[Opening Task material section]

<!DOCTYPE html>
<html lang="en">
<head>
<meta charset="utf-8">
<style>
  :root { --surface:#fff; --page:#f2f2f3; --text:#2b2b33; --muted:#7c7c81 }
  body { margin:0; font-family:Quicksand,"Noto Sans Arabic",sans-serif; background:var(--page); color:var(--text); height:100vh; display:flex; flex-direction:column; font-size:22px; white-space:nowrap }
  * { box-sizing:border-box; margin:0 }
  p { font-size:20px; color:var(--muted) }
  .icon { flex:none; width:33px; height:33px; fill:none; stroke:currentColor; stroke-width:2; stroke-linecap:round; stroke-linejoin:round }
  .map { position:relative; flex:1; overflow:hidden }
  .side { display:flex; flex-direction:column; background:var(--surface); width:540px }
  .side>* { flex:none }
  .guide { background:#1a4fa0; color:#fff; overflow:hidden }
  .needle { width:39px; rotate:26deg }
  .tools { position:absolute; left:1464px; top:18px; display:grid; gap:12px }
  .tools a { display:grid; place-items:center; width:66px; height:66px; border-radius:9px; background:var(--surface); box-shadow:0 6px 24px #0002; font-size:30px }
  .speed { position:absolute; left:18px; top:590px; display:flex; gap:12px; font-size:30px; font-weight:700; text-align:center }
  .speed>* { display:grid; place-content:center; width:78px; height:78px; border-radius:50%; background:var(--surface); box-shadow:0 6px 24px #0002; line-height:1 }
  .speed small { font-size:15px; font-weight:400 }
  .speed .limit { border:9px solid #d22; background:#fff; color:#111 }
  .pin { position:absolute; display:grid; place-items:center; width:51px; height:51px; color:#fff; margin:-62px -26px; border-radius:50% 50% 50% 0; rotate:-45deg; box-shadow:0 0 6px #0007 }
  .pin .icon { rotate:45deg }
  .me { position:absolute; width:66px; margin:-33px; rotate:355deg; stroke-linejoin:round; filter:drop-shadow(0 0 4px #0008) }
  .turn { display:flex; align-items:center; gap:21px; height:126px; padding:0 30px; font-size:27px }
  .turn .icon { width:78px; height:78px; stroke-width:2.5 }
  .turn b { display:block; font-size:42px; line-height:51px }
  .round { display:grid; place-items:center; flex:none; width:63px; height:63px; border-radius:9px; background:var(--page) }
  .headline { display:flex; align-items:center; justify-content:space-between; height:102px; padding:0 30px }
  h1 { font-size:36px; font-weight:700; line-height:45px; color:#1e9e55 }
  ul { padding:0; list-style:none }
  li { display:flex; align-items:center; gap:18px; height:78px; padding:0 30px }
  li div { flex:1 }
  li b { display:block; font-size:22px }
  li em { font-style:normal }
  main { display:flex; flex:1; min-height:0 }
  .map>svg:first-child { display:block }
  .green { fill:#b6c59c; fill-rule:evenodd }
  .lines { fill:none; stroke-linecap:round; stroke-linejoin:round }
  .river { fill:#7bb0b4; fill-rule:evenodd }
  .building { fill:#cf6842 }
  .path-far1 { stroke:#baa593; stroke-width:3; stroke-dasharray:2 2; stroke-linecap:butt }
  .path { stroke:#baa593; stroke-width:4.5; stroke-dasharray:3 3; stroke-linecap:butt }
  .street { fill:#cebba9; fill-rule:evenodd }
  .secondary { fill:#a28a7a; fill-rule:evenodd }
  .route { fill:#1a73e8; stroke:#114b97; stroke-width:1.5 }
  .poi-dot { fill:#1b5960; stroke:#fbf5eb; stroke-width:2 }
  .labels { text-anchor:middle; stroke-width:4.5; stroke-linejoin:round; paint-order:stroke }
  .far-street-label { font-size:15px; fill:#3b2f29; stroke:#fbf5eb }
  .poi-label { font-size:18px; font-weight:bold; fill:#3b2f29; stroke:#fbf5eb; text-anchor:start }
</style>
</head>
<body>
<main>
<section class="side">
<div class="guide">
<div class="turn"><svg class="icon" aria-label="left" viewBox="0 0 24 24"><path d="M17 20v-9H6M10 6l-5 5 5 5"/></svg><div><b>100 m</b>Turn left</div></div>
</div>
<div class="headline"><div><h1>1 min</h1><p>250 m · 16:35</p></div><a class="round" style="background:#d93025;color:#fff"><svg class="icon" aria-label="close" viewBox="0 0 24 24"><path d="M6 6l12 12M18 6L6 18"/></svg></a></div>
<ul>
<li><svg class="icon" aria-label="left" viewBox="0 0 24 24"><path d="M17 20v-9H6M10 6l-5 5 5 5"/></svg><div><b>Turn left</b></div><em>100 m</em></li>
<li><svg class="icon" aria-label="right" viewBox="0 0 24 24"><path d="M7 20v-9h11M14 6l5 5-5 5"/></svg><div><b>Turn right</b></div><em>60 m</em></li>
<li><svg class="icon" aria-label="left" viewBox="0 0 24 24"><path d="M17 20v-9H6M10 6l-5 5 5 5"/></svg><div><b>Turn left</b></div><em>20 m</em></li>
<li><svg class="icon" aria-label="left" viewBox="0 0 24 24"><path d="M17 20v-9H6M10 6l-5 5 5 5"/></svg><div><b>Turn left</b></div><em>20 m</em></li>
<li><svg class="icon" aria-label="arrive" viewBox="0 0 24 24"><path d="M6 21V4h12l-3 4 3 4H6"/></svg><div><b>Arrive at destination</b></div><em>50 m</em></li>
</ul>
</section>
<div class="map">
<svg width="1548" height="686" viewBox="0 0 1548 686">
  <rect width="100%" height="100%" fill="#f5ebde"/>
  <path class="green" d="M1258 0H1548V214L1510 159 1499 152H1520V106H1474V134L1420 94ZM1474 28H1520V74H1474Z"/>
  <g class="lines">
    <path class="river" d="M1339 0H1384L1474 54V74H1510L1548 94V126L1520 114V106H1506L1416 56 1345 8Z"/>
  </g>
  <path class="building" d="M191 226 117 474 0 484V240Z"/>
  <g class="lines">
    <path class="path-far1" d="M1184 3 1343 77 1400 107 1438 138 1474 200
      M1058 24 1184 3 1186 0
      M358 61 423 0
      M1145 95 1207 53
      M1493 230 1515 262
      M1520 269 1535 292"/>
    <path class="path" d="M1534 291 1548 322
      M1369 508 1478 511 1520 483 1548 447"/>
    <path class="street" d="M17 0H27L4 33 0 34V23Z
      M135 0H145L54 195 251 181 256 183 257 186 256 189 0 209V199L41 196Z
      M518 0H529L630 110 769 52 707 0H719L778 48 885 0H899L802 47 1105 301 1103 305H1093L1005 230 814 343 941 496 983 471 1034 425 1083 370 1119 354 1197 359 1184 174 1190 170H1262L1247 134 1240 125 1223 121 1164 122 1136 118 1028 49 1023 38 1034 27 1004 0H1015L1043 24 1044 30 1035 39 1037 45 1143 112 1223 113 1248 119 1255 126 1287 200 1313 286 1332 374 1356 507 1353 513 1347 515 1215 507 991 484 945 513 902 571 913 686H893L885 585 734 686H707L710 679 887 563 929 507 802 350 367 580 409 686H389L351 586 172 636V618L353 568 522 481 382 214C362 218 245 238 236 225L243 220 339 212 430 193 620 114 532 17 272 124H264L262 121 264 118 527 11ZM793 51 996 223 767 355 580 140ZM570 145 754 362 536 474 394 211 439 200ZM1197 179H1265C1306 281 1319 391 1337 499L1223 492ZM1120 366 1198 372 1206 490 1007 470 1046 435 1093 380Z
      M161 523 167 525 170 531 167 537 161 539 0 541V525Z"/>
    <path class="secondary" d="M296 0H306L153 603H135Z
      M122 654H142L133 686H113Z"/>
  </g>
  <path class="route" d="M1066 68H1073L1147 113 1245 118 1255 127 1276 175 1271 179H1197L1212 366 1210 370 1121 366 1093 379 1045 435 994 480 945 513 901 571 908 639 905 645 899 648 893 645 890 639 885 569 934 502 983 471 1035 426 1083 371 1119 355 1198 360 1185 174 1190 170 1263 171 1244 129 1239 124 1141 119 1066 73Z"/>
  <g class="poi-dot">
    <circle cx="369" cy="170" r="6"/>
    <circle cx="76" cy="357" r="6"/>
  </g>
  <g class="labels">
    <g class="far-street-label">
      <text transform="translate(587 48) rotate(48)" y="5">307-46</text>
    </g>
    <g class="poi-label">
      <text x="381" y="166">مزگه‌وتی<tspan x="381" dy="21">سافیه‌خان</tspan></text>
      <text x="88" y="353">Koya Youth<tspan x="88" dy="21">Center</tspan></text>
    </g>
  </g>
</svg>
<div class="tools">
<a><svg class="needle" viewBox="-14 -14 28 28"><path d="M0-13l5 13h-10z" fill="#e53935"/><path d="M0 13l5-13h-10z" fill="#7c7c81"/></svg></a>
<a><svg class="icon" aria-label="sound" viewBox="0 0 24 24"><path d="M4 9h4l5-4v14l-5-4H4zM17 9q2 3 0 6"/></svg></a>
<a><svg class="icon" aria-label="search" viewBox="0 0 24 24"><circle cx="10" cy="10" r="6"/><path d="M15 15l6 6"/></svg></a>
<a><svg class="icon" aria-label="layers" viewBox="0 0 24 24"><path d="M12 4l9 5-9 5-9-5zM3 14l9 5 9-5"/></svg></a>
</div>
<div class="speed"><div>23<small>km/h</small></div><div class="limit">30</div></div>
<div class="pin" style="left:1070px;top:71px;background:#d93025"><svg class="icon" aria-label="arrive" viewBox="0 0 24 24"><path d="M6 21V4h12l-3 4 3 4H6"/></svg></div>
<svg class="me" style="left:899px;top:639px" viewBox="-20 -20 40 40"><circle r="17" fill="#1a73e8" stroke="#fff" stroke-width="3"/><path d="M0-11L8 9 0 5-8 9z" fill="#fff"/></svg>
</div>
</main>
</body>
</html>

[Closing Task material section]

- _Task statement_
When you reach the line in the material above that holds "background:var(--page); color:var(--text); height:100vh;", begin reproducing lines exactly, and stop after the line that holds "font-size:36px; font-weight:700; line-height:45px;".

- _Task answer_
  body { margin:0; font-family:Quicksand,"Noto Sans Arabic",sans-serif; background:var(--page); color:var(--text); height:100vh; display:flex; flex-direction:column; font-size:22px; white-space:nowrap }
  * { box-sizing:border-box; margin:0 }
  p { font-size:20px; color:var(--muted) }
  .icon { flex:none; width:33px; height:33px; fill:none; stroke:currentColor; stroke-width:2; stroke-linecap:round; stroke-linejoin:round }
  .map { position:relative; flex:1; overflow:hidden }
  .side { display:flex; flex-direction:column; background:var(--surface); width:540px }
  .side>* { flex:none }
  .guide { background:#1a4fa0; color:#fff; overflow:hidden }
  .needle { width:39px; rotate:26deg }
  .tools { position:absolute; left:1464px; top:18px; display:grid; gap:12px }
  .tools a { display:grid; place-items:center; width:66px; height:66px; border-radius:9px; background:var(--surface); box-shadow:0 6px 24px #0002; font-size:30px }
  .speed { position:absolute; left:18px; top:590px; display:flex; gap:12px; font-size:30px; font-weight:700; text-align:center }
  .speed>* { display:grid; place-content:center; width:78px; height:78px; border-radius:50%; background:var(--surface); box-shadow:0 6px 24px #0002; line-height:1 }
  .speed small { font-size:15px; font-weight:400 }
  .speed .limit { border:9px solid #d22; background:#fff; color:#111 }
  .pin { position:absolute; display:grid; place-items:center; width:51px; height:51px; color:#fff; margin:-62px -26px; border-radius:50% 50% 50% 0; rotate:-45deg; box-shadow:0 0 6px #0007 }
  .pin .icon { rotate:45deg }
  .me { position:absolute; width:66px; margin:-33px; rotate:355deg; stroke-linejoin:round; filter:drop-shadow(0 0 4px #0008) }
  .turn { display:flex; align-items:center; gap:21px; height:126px; padding:0 30px; font-size:27px }
  .turn .icon { width:78px; height:78px; stroke-width:2.5 }
  .turn b { display:block; font-size:42px; line-height:51px }
  .round { display:grid; place-items:center; flex:none; width:63px; height:63px; border-radius:9px; background:var(--page) }
  .headline { display:flex; align-items:center; justify-content:space-between; height:102px; padding:0 30px }
  h1 { font-size:36px; font-weight:700; line-height:45px; color:#1e9e55 }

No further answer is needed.